BY PAMELA BOWMAN, MESA, ARIZONA — One afternoon, Cyndi and I let our documentary cinematographer, Robbie, join us for the producer’s meeting. He had his camera with him. He heard our conversation and he recorded some of it. His comment was something like, “I wondered what you guys talked about. It’s fun to hear the inside scoop.” I think he enjoyed the Cyndi and Pam pow wow. Much later in the trip, after a particularly frustrating day, Carlos said, “Man, I can’t believe it. Cyndi and Pam go through this every day.”
As producers on an enormous project with responsibility for 14 students traveling to another continent, Cyndi and I would discuss every little detail that had occurred throughout the day. I felt honored that she trusted me. Sometimes we vented and sometimes we celebrated. There were only two times I publicly humiliated her. She humiliated me a few times as well. (Pam, SHUT UP!, on camera no less.) It’s hard not to make a few blunders when you’re managing such a huge task in a pressure cooker situation. For the crew, we tried to stay positive and encouraging about everything. Sometimes, the challenges would get to us, too. Mostly we confined our negative comments to the car trips between sets so they wouldn’t know the hard time we were having trying to keep it moving. We learned to trust each other. Being from different lifestyles and yet accepting of each other encouraged a partnership of trust.

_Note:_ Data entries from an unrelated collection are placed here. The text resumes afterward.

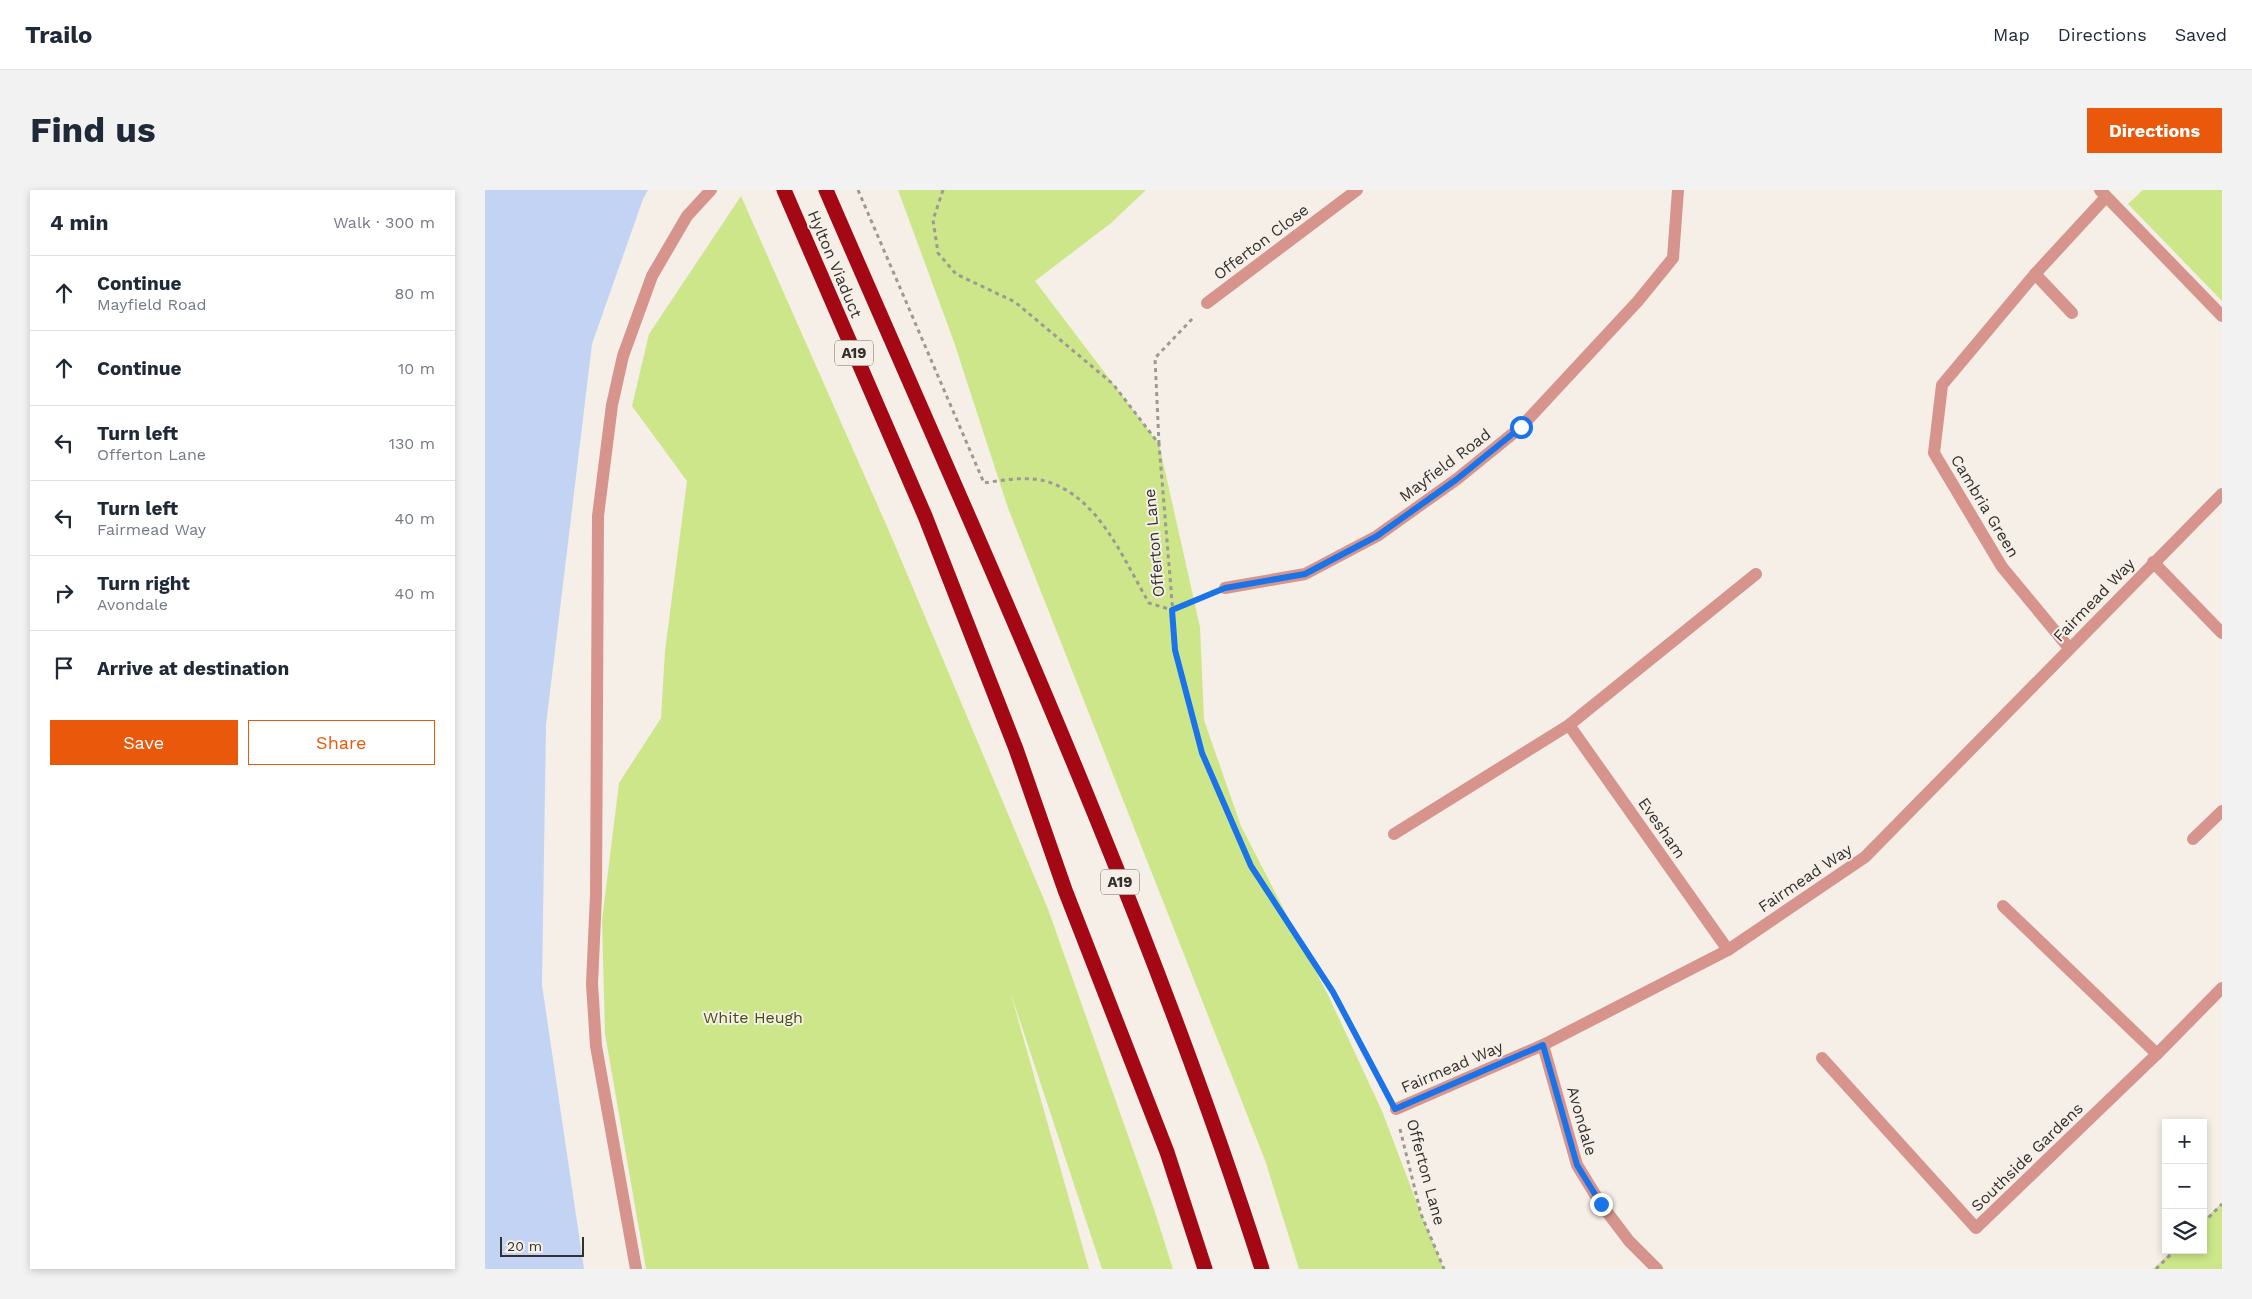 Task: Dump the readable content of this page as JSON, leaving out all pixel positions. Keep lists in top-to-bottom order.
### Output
{
  "streets": {
    "highway": ["Hylton Viaduct", "A19"],
    "street": [
      "Offerton Close",
      "Mayfield Road",
      "Cambria Green",
      "Fairmead Way",
      "Evesham",
      "Avondale",
      "Southside Gardens"
    ],
    "path": ["Offerton Lane"]
  },
  "crossings": [
    ["Offerton Close", "Offerton Lane"],
    ["Cambria Green", "Fairmead Way"],
    ["Offerton Lane", "Fairmead Way"],
    ["Fairmead Way", "Evesham"],
    ["Fairmead Way", "Avondale"]
  ],
  "parks": ["White Heugh"],
  "scale_bar": "20 m",
  "page": {
    "header": "Trailo",
    "nav": ["Map", "Directions", "Saved"],
    "buttons": [
      "Directions",
      ["Save", "Share"]
    ],
    "title": "Find us",
    "heading": ["4 min", "Walk · 300 m"],
    "list": [
      ["Continue", "Mayfield Road", "80 m"],
      ["Continue", "10 m"],
      ["Turn left", "Offerton Lane", "130 m"],
      ["Turn left", "Fairmead Way", "40 m"],
      ["Turn right", "Avondale", "40 m"],
      "Arrive at destination"
    ],
    "map_buttons": ["+", "−"],
    "scale": "20 m"
  }
} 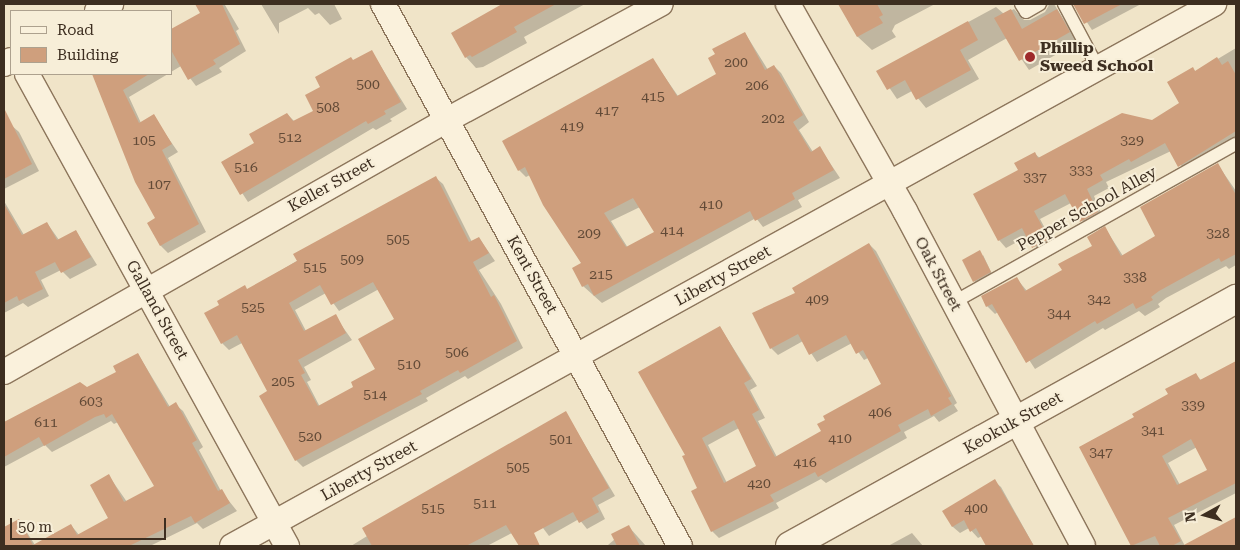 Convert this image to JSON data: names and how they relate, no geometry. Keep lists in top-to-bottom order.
{
  "streets": {
    "street": [
      "Keller Street",
      "Oak Street",
      "Kent Street",
      "Liberty Street",
      "Galland Street",
      "Keokuk Street"
    ],
    "lane": ["Pepper School Alley"]
  },
  "crossings": [
    ["Keller Street", "Kent Street"],
    ["Keller Street", "Galland Street"],
    ["Pepper School Alley", "Oak Street"],
    ["Oak Street", "Liberty Street"],
    ["Oak Street", "Keokuk Street"],
    ["Kent Street", "Liberty Street"],
    ["Liberty Street", "Galland Street"]
  ],
  "places": ["Phillip Sweed School"],
  "house_numbers": [
    "200",
    "500",
    "206",
    "415",
    "508",
    "417",
    "202",
    "419",
    "512",
    "105",
    "329",
    "516",
    "333",
    "337",
    "107",
    "410",
    "414",
    "209",
    "328",
    "505",
    "509",
    "515",
    "215",
    "338",
    "409",
    "342",
    "525",
    "344",
    "506",
    "510",
    "205",
    "514",
    "603",
    "339",
    "406",
    "611",
    "341",
    "520",
    "410",
    "501",
    "347",
    "416",
    "505",
    "420",
    "511",
    "515",
    "400"
  ],
  "legend": ["Road", "Building"],
  "scale_bar": "50 m",
  "north": "left"
}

We could see crew members behaving similarly with each other. The feature crew became a very tight-knit group because of how much they needed each other’s commitment and support to accomplish their responsibilities. The documentary crew struggled as they were expected to support the feature crew and get great documentary moments. They vented and struggled just as we did.
I know there were times where we both were so frustrated with events and/or each other that we wanted to bolt for the next plane home. Fortunately for the project, instead we would discuss the situation and resolve the issue of the moment. I guess that is called damage control. There were times when I relied on MK and Jeniece to vent my frustrations. I knew they were my roommates and more importantly my friends. They would listen and they knew that my feelings needed to be heard. They also knew once expressed they were allowed to dissipate into the African night. Cyndi knew I shared with them. She knew sometimes I needed others to help me sort out my feelings of frustration. She trusted me and by extension trusted those I had faith in. In doing this we avoided the grudge match.
I believe one of the unique qualities of the crew is our ability not to hold grudges. Instead we lightened the load by making it and any situation a joke. Life is too short to hold on to stuff. Conversation and clarifying our opinions helped avoid contention and misunderstandings. Knowing that everyone was committed to the success of the project no matter what encouraged tolerance for each others differences and respect for each other.
The project is still not done. Cyndi and I still continue to have our pow wows. If you read the blog, you see the crew is in the same space. They want to continue working, too. We are in negotiations on how we can keep this momentum going in future projects with this crew. We believe we have something unique to offer the world. If you don’t believe me listen to one of pow wows, but be forewarned, our ambitions are contagious.